Comme on le lit, l’histoire est pleine de ces exemples de ces « désobéissances » qui ont permis de sauver la situation, alors que le respect des « procédures » auraient conduit à l’échec. Et l’ouvrage donne quelques exemples, comme la charge de Murat à Aboukir. Que l’on peut comparer, dans le monde civil, à l’initiative de « Sully » au-dessus de l’Hudson.

Dans cet ordre d’idées, l’auteur rappelle aussi l’audace de Leclerc à Koufra, de sa vision, de son courage, de son « leadership », au service des armes de la France…

Mais dans l’organisation d’alors, il était plutôt libre (on pourrait même pu dire « isolé »), à la tête de ses troupes. Et son courage, sa témérité, avaient pu s’exercer sans réel obstacle, si ce n’est évidemment celui de l’ennemi. Aurait-il pu mettre en œuvre ce même « leadership », cette capacité d’initiative, dans un contexte plus structuré, plus bureaucratique, plus normé ?

J’avais noté, il y a quelques années, qu’Airbus avait installé son organisation la plus innovante, Acubed, chargée d’imaginer l’aviation du futur, en Californie… Certains pouvaient penser qu’il s’agissait d’un effet de mode, dans la Silicon Valley… Mais en 2015, ce n’était plus une « mode ». Était-ce en raison de contraintes réglementaires moins rigides, qui permettaient d’expérimenter plus librement drones et propulsion humaine ? Peut-être. Mais on ne peut écarter aussi que, loin des états-majors et des règles « corporate », certains considéraient qu’il serait plus facile de « sortir du cadre », et donc d’innover vraiment, en prenant des risques…

 

L’anti-consensus

Cette question du « leadership » est évidemment centrale dans l’ouvrage du jeune officier supérieur. C’est la question du « chef ».

« Innover relève au départ de l’anti-consensus ». Là encore se trouve la question de la décision dans une organisation complexe, hiérarchisée, normée. Qui commande ? Qui prend le risque ? Qui endosse la responsabilité ?

L’éthique du soldat apporte des réponses claires à ces questions. Mais le militaire est à la fois soldat et fonctionnaire, et le « chef de guerre » doit aussi évoluer dans une organisation normée, bureaucratique.

On pourra évidemment en la matière, puisqu’il s’agit d’innovation, se référer à l’épistémologie, et notamment à la « structure des révolutions scientifiques » de Thomas Kuhn (que l’on complètera nécessairement par « Beyond structure », qui tord le cou aux utilisations idéologiques de son premier ouvrage).  Est-il possible d’innover vraiment, de réussir une « innovation profonde » lorsque ses présupposés sont minoritaires ?
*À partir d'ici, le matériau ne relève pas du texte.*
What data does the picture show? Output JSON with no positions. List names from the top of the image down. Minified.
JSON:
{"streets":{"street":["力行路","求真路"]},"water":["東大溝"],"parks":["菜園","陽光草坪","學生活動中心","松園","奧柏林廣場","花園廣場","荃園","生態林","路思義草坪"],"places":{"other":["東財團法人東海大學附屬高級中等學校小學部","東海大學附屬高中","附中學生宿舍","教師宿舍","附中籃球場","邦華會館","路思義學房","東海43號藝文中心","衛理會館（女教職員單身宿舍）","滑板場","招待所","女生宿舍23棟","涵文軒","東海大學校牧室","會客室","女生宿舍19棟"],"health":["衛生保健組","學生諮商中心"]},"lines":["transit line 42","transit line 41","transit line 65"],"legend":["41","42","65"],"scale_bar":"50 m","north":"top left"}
Les exemples d’opérations militaires du livre, comme les thèses de Kuhn, et bien sûr tant d’exemples de succès dans les entreprises, le démontrent : il est possible d’innover dans une grande organisation lorsqu’il existe suffisamment de degrés de libertés. Ou que l’on est suffisamment longtemps « sous les radars » pour ne pas provoquer ni de jalousie, ni d’intérêt des « bureaucrates », jusqu’au moment où l’innovation est incontournable : le moment de la « révolution scientifique » kuhnienne.
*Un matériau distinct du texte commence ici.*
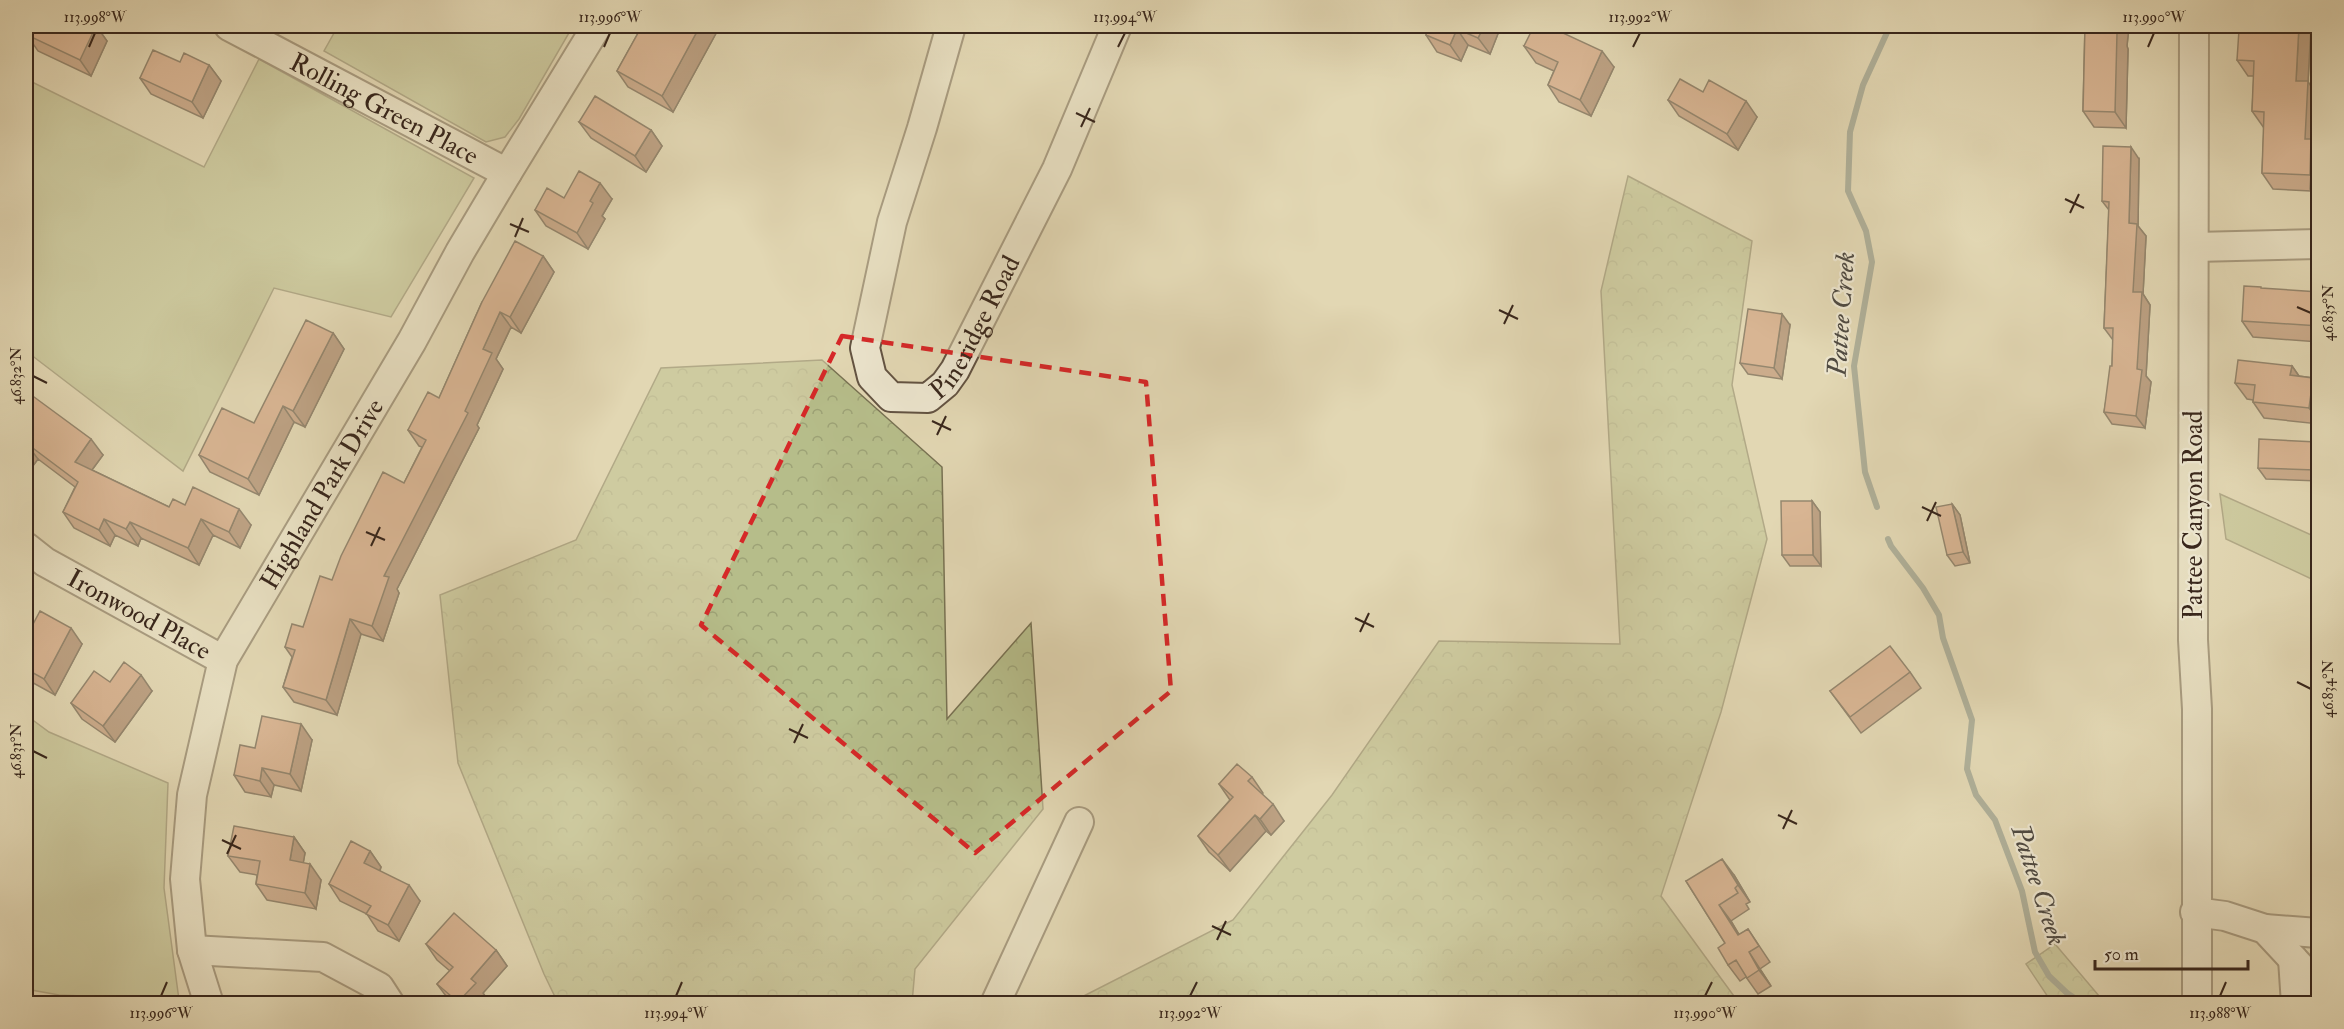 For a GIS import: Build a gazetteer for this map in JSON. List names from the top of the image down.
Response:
{
  "streets": {
    "street": [
      "Rolling Green Place",
      "Pineridge Road",
      "Highland Park Drive",
      "Pattee Canyon Road",
      "Ironwood Place"
    ]
  },
  "crossings": [
    ["Rolling Green Place", "Highland Park Drive"],
    ["Highland Park Drive", "Ironwood Place"]
  ],
  "water": ["Pattee Creek"],
  "scale_bar": "50 m",
  "coordinates": [
    "113.998°W",
    "113.996°W",
    "113.994°W",
    "113.992°W",
    "113.990°W",
    "46.835°N",
    "46.832°N",
    "46.834°N",
    "46.831°N",
    "113.988°W"
  ]
}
Innover, c’est aussi, pour Jean-Baptiste Colas, combattre la persistance dans l’erreur, résister à l’aversion à la perte. C’est donc accepter de « tout recommencer » pour sortir de son cadre habituel. C’est donc, pourrait-on dire, « changer de paradigme ».

On pourra faire là le parallèle avec les approches de la résilience organisationnelle, mises en œuvre dans des contextes complexes, à enjeux vitaux, comme les opérations militaires…
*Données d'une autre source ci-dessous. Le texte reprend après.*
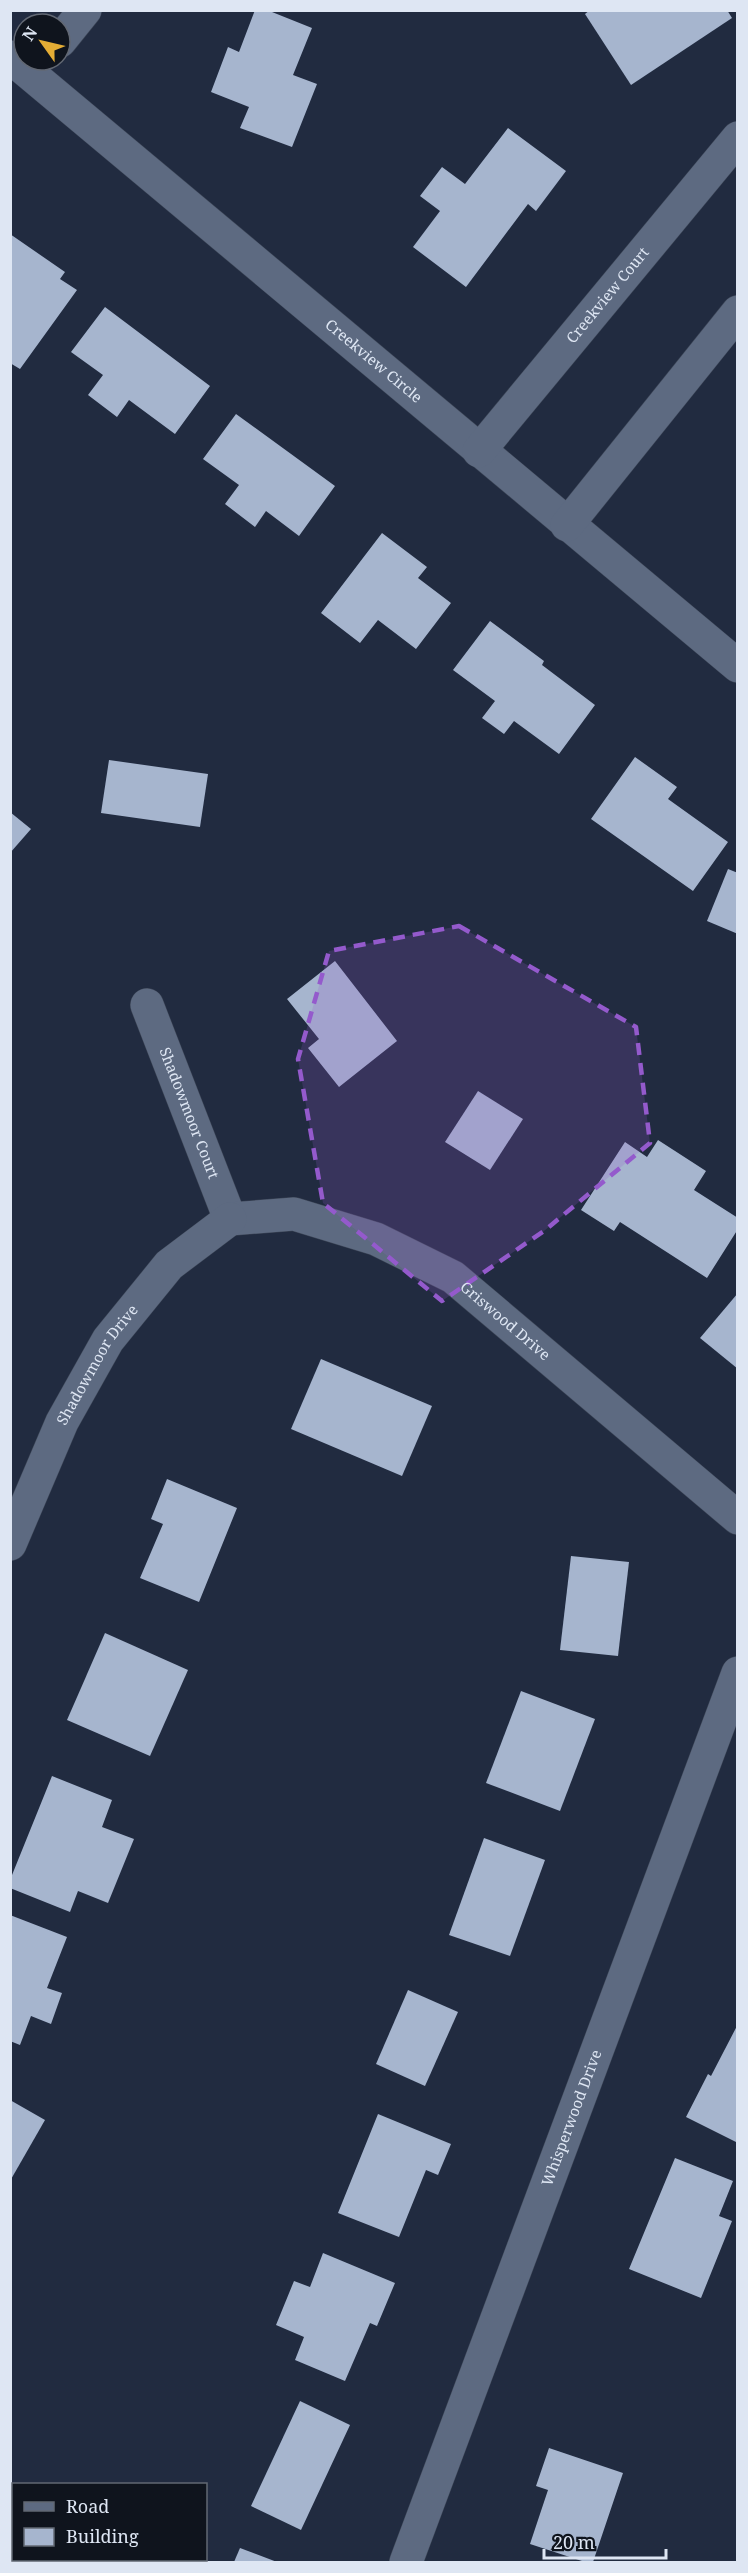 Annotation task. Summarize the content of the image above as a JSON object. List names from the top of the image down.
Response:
{
  "streets": {
    "street": [
      "Creekview Court",
      "Creekview Circle",
      "Shadowmoor Court",
      "Griswood Drive",
      "Shadowmoor Drive",
      "Whisperwood Drive"
    ]
  },
  "crossings": [
    ["Creekview Court", "Creekview Circle"],
    ["Shadowmoor Court", "Griswood Drive"],
    ["Shadowmoor Court", "Shadowmoor Drive"],
    ["Griswood Drive", "Shadowmoor Drive"]
  ],
  "legend": ["Road", "Building"],
  "scale_bar": "20 m",
  "north": "top left"
}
Selon ces théories et pratiques, et à l’opposé de celles qui, face à des menaces simples, linéaires, l’objectif est moins d’empêcher, en vain, les dégâts que d’assurer la pérennité de l’organisation. Accepter de prendre des coups, mais continuer le combat. Perdre des batailles, peut-être, mais vaincre in fine - et pas à la Pyrrhus – pour assurer la mission et la pérennité de la nation. Des approches qui s’inscrivent dans le paradigme de l’acceptation de la complexité, plutôt que dans celui d’un vain contrôle.

 

La nécessité du travail collaboratif

Enfin, cette confrontation à la complexité, et au chaos, c’est aussi la nécessité du travail en équipe, des pratiques collaboratives, à l’opposé de la tentation verticale.

S’inspirant de Machiavel, l’auteur rappelle qu’il ne faut « surtout pas chercher à s’enfermer à l’approche du danger. Encore moins vis-à-vis du ‘peuple’ qui représente en innovation l’usager de la nouveauté »… Le point de vue de l’usager, l’approche utilisateur, là encore un point clé des nouvelles conduites de projets agiles (pas la mode de l’agilité dévoyée, les vrais principes du manifeste agile). Et le travail en équipe, évidemment, comme le rappelle Jean-Baptiste Colas qui attribue à Thomas Edison la création du premier FabLab : « une culture du travail en équipe qui permet de créer plus efficacement grâce à la complémentarité des talents ». Y compris en acceptant la confrontation, la friction comme « source d’opportunités et donc de nouveautés ».

Avec ces deux points de l’ouverture et du travail en équipe, toute référence à une gestion de crise récente ne serait sans doute qu’accidentelle…

Pour évoquer une autre source d’inspiration, le fondateur de la sociodynamique, Jean-Christian Fauvet, avait décrit une typologie d’organisations propres à cette capacité d’initiative, et donc d’innovation, dans un ensemble plus vaste, plus solide : les organisations « holomorphes ». Une idée qu’exprime avec ses mots l’auteur, en faisant référence à l’organisation des forces spéciales. Pour prévenir la défiance entre équipes et conserver la cohésion d’ensemble : un « choix d’équipes, indépendantes mais en réseau ». Un modèle d’organisation éprouvé, donc, par les guerriers comme par les entrepreneurs.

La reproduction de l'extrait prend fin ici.